Collected data entries
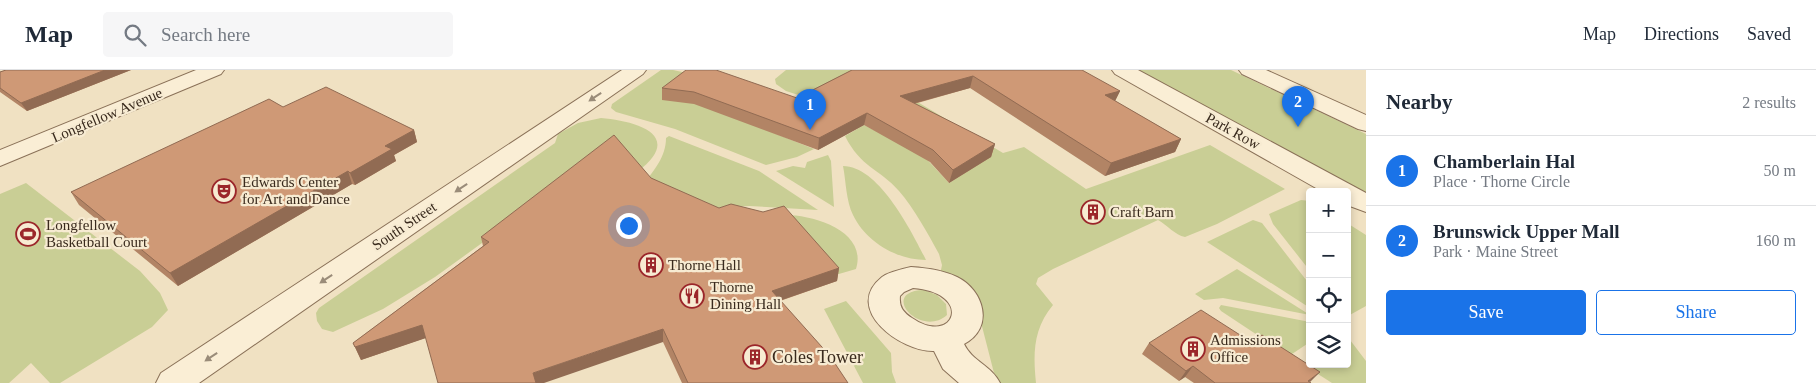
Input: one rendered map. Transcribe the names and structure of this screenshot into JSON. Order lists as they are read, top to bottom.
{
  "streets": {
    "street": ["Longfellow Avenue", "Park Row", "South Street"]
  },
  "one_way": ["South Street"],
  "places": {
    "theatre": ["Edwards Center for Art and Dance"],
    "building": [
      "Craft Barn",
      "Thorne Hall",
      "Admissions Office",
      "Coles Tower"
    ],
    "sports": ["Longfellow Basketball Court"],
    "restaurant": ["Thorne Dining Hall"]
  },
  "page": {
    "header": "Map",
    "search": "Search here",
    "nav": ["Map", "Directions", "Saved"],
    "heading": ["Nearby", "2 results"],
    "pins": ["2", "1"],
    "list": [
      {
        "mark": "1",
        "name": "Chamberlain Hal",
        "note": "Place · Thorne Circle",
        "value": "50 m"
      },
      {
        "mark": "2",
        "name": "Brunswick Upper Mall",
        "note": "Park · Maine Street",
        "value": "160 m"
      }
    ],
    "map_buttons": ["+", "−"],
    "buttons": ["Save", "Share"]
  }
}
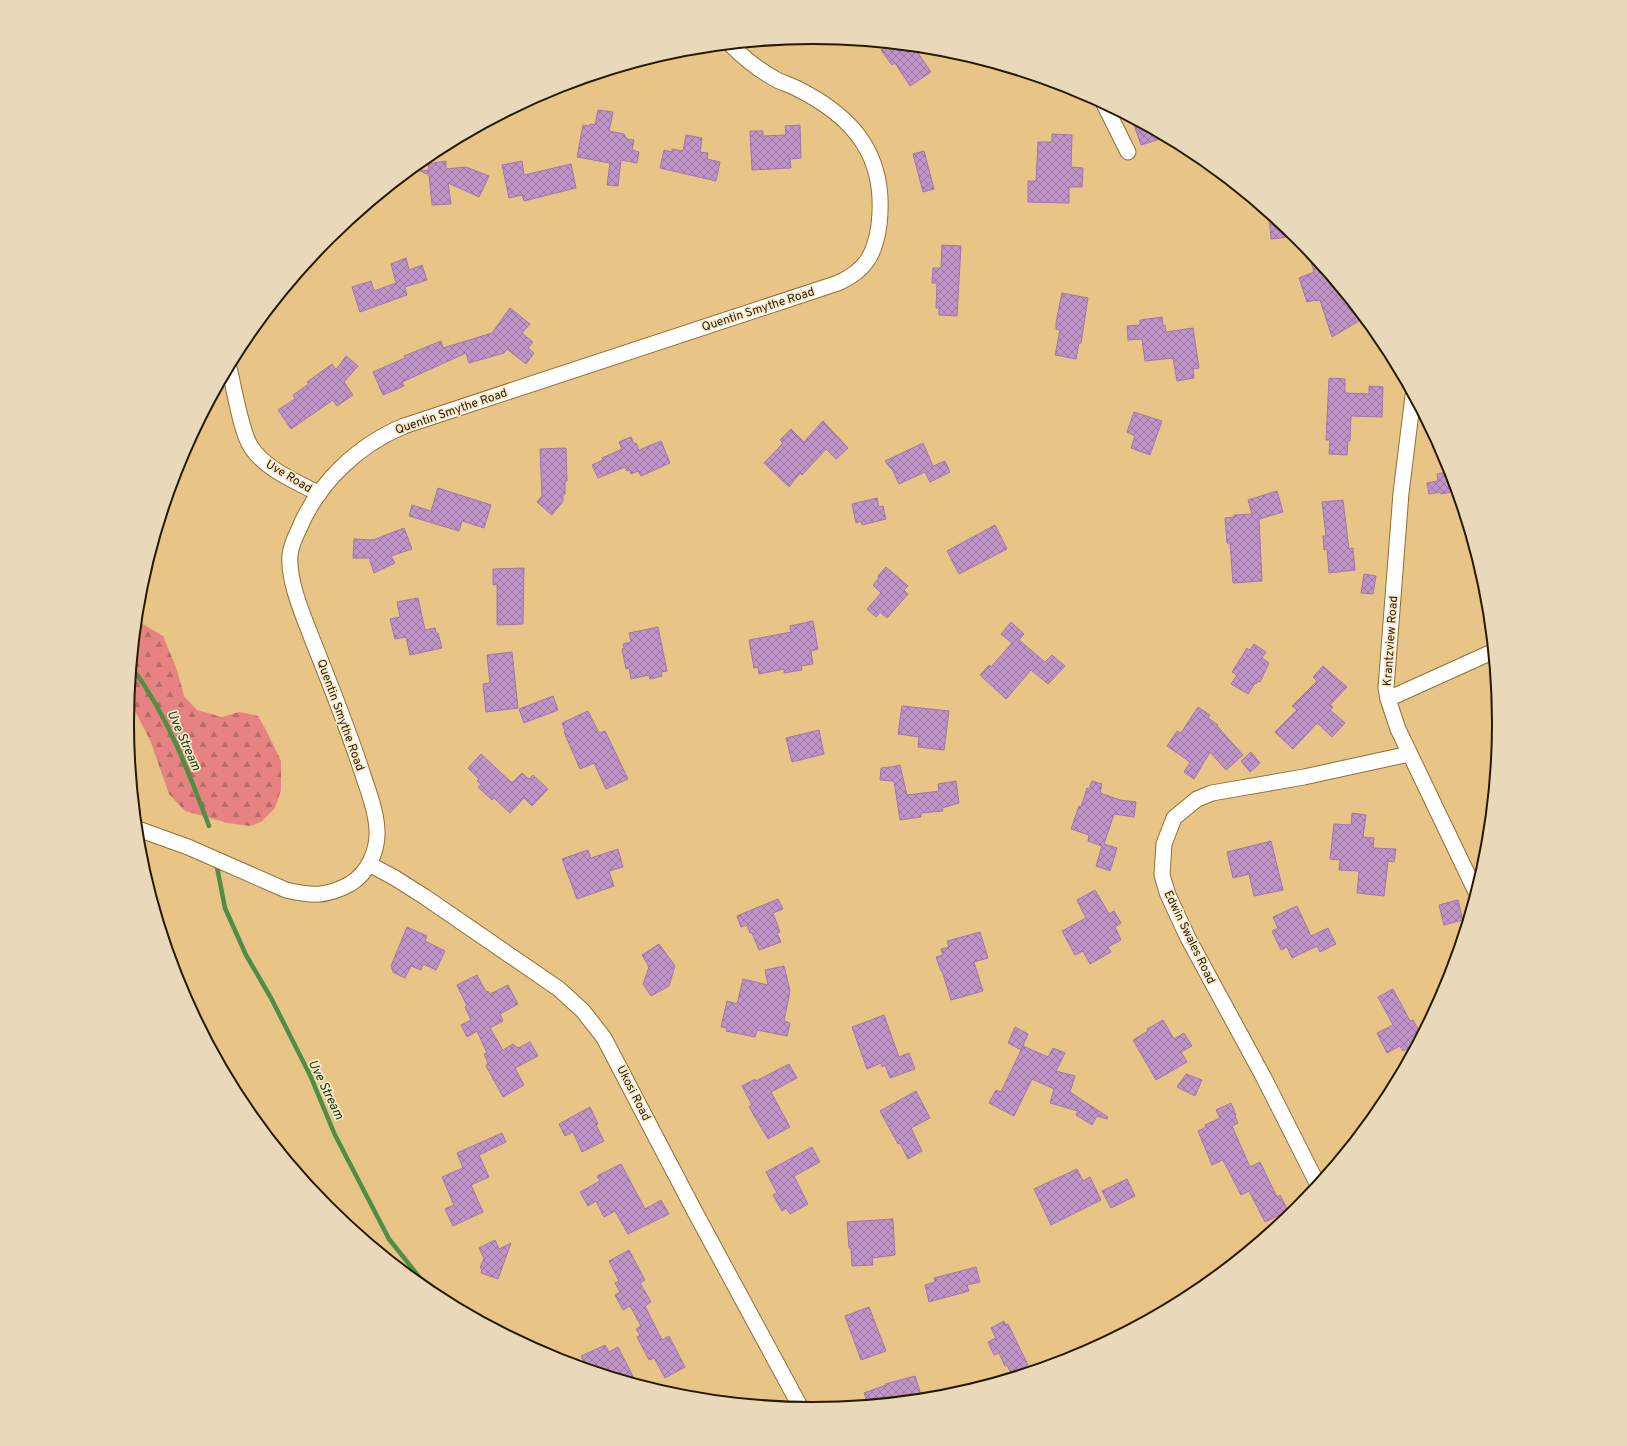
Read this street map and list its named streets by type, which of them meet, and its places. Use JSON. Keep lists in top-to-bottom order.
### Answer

[Goal of the exercise]
Return every record exactly, without the pictures.

[Expected answer]
Input: one rendered map. Transcribe the names and structure of this screenshot into JSON. Order lists as they are read, top to bottom.
{
  "streets": {
    "street": ["Longfellow Avenue", "Park Row", "South Street"]
  },
  "one_way": ["South Street"],
  "places": {
    "theatre": ["Edwards Center for Art and Dance"],
    "building": [
      "Craft Barn",
      "Thorne Hall",
      "Admissions Office",
      "Coles Tower"
    ],
    "sports": ["Longfellow Basketball Court"],
    "restaurant": ["Thorne Dining Hall"]
  },
  "page": {
    "header": "Map",
    "search": "Search here",
    "nav": ["Map", "Directions", "Saved"],
    "heading": ["Nearby", "2 results"],
    "pins": ["2", "1"],
    "list": [
      {
        "mark": "1",
        "name": "Chamberlain Hal",
        "note": "Place · Thorne Circle",
        "value": "50 m"
      },
      {
        "mark": "2",
        "name": "Brunswick Upper Mall",
        "note": "Park · Maine Street",
        "value": "160 m"
      }
    ],
    "map_buttons": ["+", "−"],
    "buttons": ["Save", "Share"]
  }
}
Read this street map and list its named streets by type, which of them meet, and its places. Use JSON. Keep lists in top-to-bottom order.
### Answer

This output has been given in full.